Hargreaves Lansdown has urged buyers not to rush into moving due to the stamp duty holiday, given that it’s causing short-term price inflation.
The Halifax house price index put inflation at 7.3% in the year to September, while home sales rose by 21.3% in the same month.
Sarah Coles, personal finance analyst, Hargreaves Lansdown, said: “The stamp duty holiday has prolonged the mini-boom, but the market risks becoming a victim of its own success.
“The short-term stamp holiday means buyers are hurrying to beat the March deadline, and demand is booming. This is inflating prices in the near term, because it’s a sellers’ market, and buyers can spend the extra cash they would otherwise have put aside for tax.
“Costs are also on the up. Mortgage companies are cashing in on the boom by pushing interest rates up across the range of products, and adding higher fees. There may also be extra costs caused by delays in the buying and selling process.
“The boom in demand has overwhelmed the system, so this is taking far longer.

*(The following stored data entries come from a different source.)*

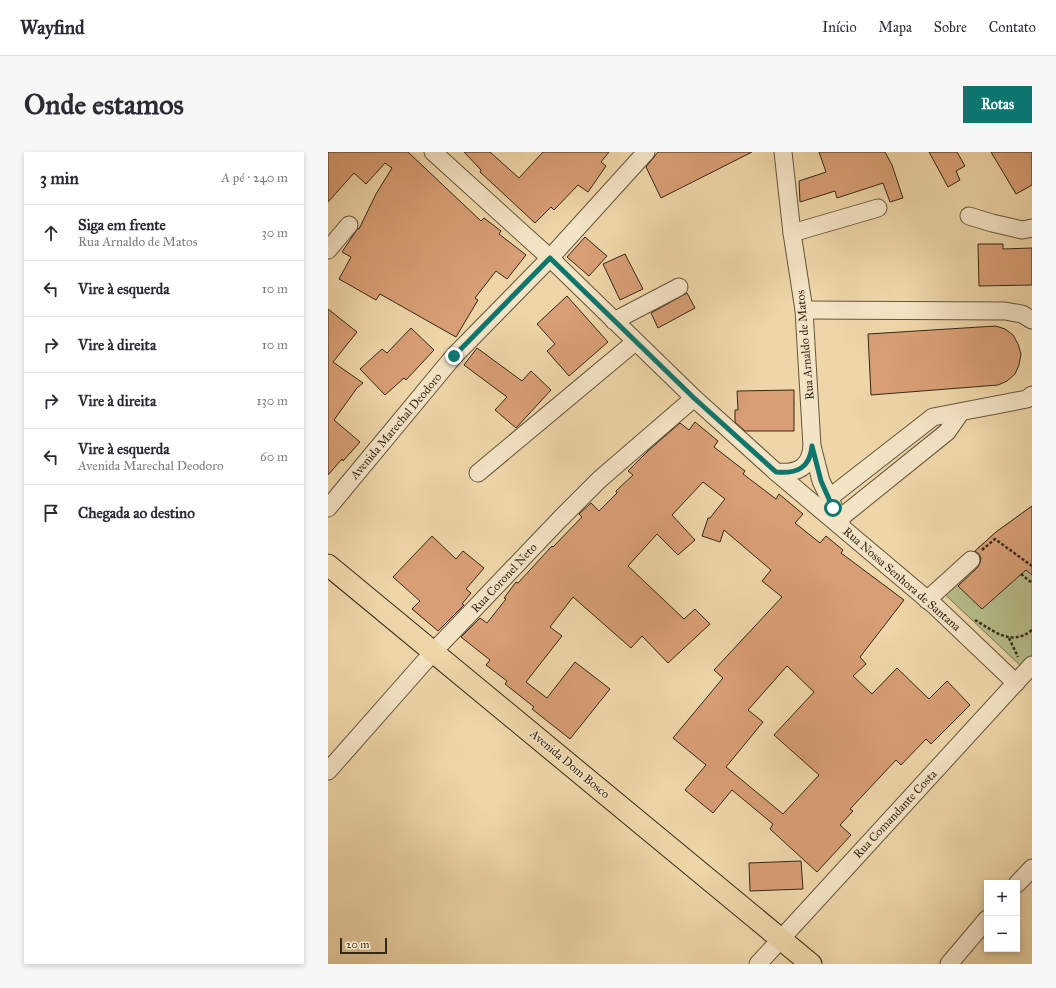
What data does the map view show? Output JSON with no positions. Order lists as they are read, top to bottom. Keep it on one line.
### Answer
{"streets":{"main road":["Avenida Dom Bosco"],"street":["Rua Arnaldo de Matos","Avenida Marechal Deodoro","Rua Coronel Neto","Rua Nossa Senhora de Santana","Rua Comandante Costa"]},"crossings":[["Rua Arnaldo de Matos","Rua Nossa Senhora de Santana"],["Avenida Marechal Deodoro","Rua Nossa Senhora de Santana"],["Rua Coronel Neto","Rua Nossa Senhora de Santana"],["Rua Coronel Neto","Avenida Dom Bosco"],["Rua Nossa Senhora de Santana","Rua Comandante Costa"],["Avenida Dom Bosco","Rua Comandante Costa"]],"scale_bar":"20 m","page":{"header":"Wayfind","nav":["Início","Mapa","Sobre","Contato"],"buttons":"Rotas","title":"Onde estamos","heading":["3 min","A pé · 240 m"],"list":[["Siga em frente","Rua Arnaldo de Matos","30 m"],["Vire à esquerda","10 m"],["Vire à direita","10 m"],["Vire à direita","130 m"],["Vire à esquerda","Avenida Marechal Deodoro","60 m"],"Chegada ao destino"],"map_buttons":["+","−"],"scale":"20 m"}}
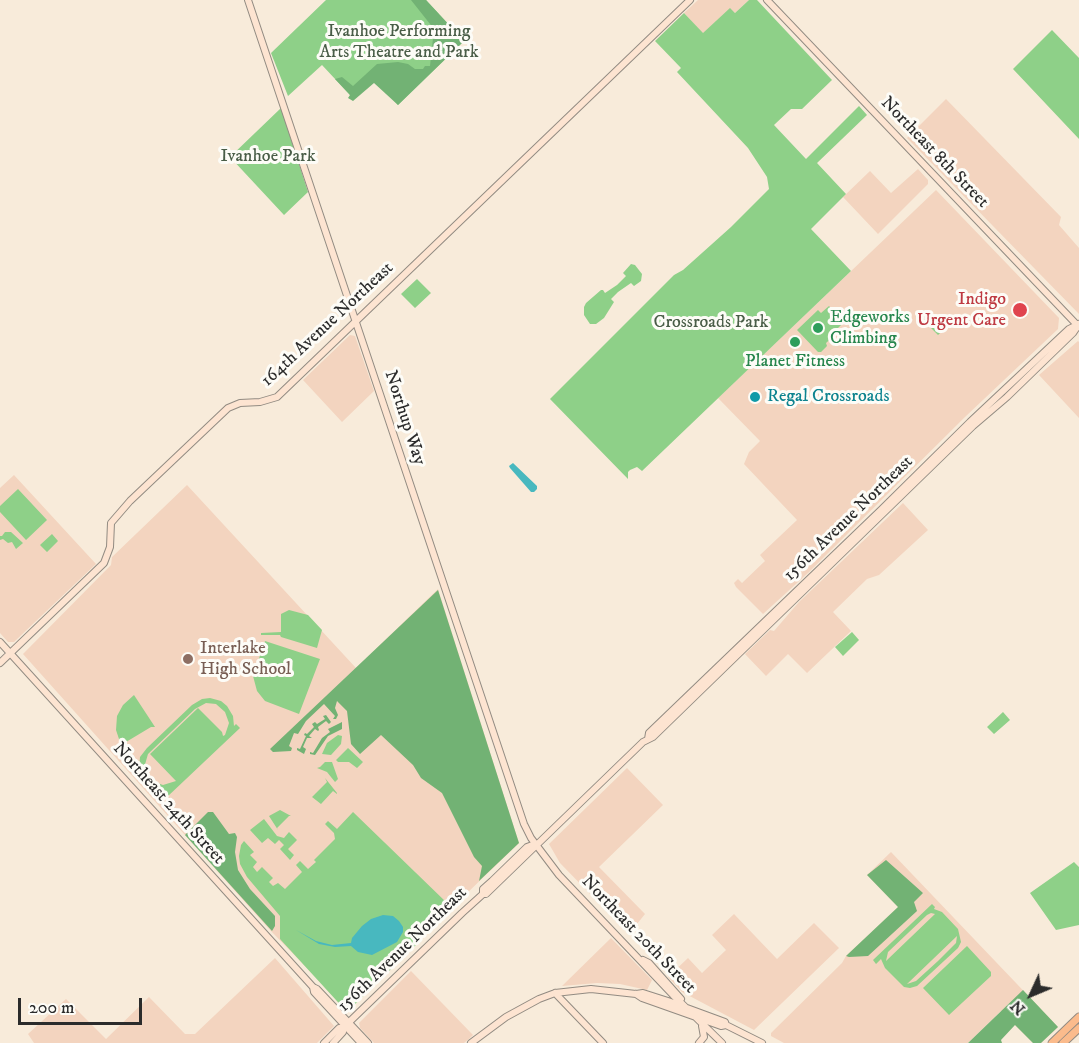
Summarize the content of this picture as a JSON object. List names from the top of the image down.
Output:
{
  "streets": {
    "main road": [
      "Northeast 8th Street",
      "164th Avenue Northeast",
      "Northup Way",
      "156th Avenue Northeast",
      "Northeast 24th Street",
      "Northeast 20th Street"
    ]
  },
  "crossings": [
    ["Northeast 8th Street", "156th Avenue Northeast"],
    ["164th Avenue Northeast", "Northup Way"],
    ["164th Avenue Northeast", "Northeast 24th Street"],
    ["Northup Way", "156th Avenue Northeast"],
    ["Northup Way", "Northeast 20th Street"],
    ["156th Avenue Northeast", "Northeast 24th Street"],
    ["156th Avenue Northeast", "Northeast 20th Street"]
  ],
  "parks": ["Ivanhoe Performing Arts Theatre and Park", "Ivanhoe Park", "Crossroads Park"],
  "places": [
    "Indigo Urgent Care",
    "Edgeworks Climbing",
    "Planet Fitness",
    "Regal Crossroads",
    "Interlake High School"
  ],
  "scale_bar": "200 m",
  "north": "bottom left"
}
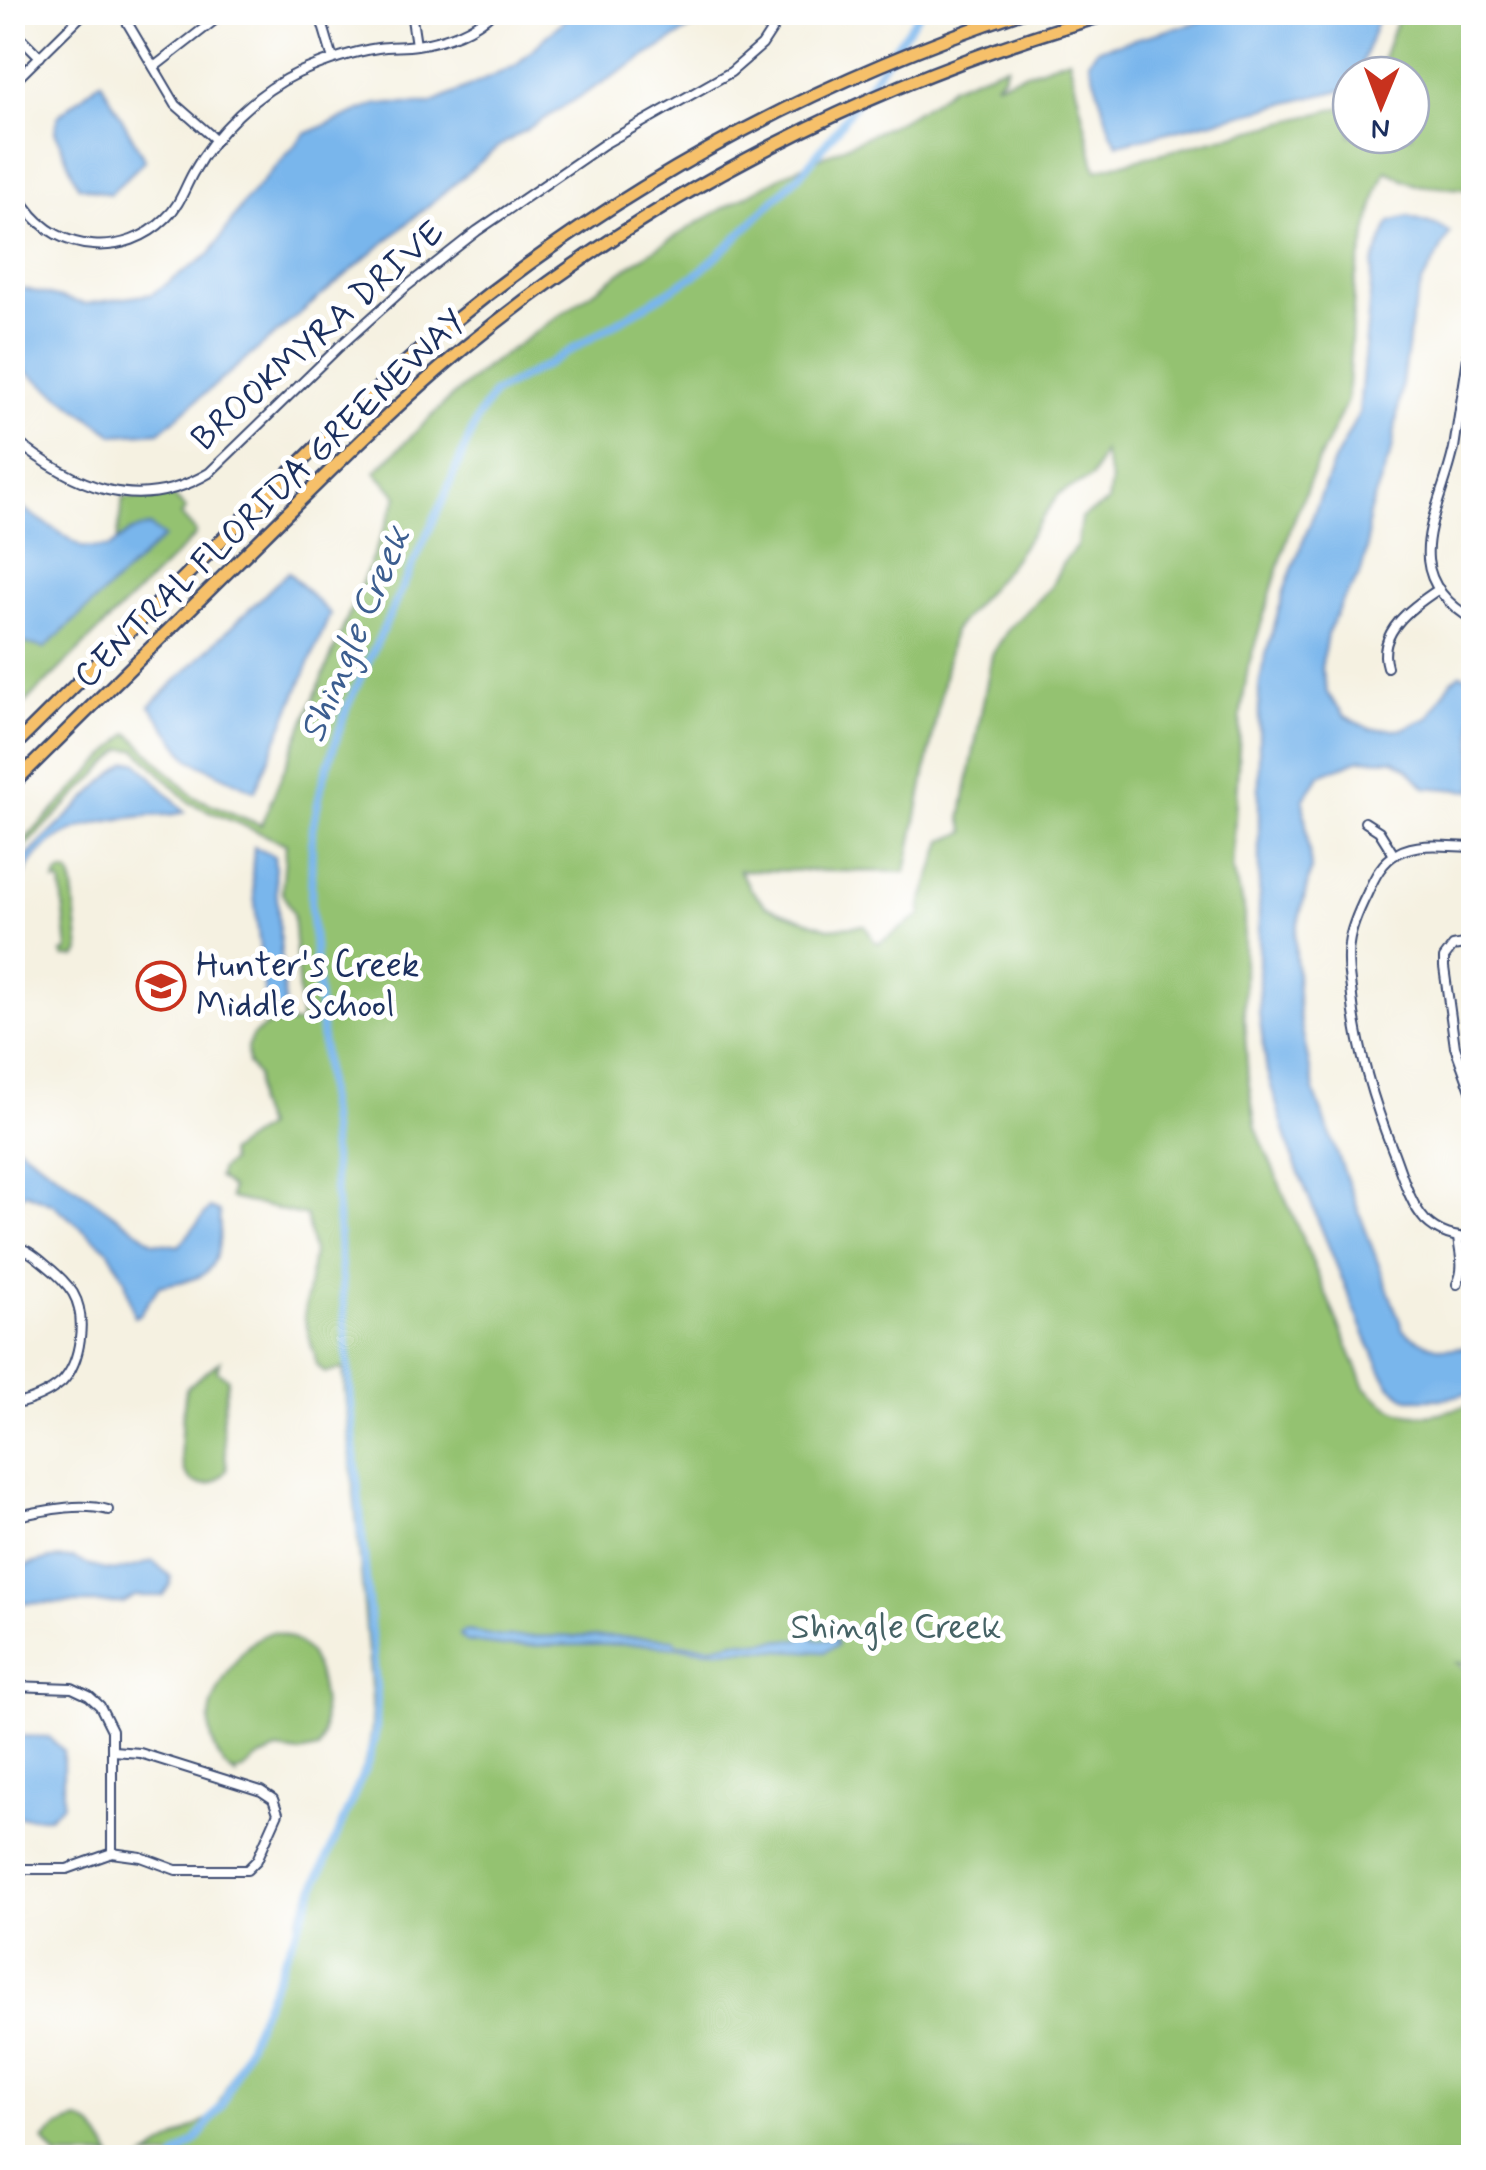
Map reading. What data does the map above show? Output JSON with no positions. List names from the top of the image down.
{
  "streets": {
    "highway": ["CENTRAL FLORIDA GREENEWAY"],
    "street": ["BROOKMYRA DRIVE"]
  },
  "water": ["Shingle Creek"],
  "parks": ["Shingle Creek"],
  "places": {
    "school or university": ["Hunter's Creek Middle School"]
  },
  "north": "bottom"
}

The more delays there are, the higher the risk of failure, and when chains start to break, buyers risk losing thousands of pounds in failed purchases.”
She added: “Buyers may not be concerned about rising prices and higher costs while there’s some momentum behind the market, but this isn’t going to last forever.
“As government coronavirus support becomes less generous, it will eventually take its toll on jobs, confidence and house prices.
“The banks are already worried about house prices as we get towards the end of the year, so when we draw towards the end of the stamp duty holiday, we could well see some more significant falls.
“This doesn’t mean everyone should steer clear of the housing market. If you need to move, you can afford the home you want, and you expect to stay there for a significant period, you shouldn’t let worries about the market trap you in the wrong home.
“However, this is no time to rush into a move you’re not entirely happy with for the sake of a tax break.”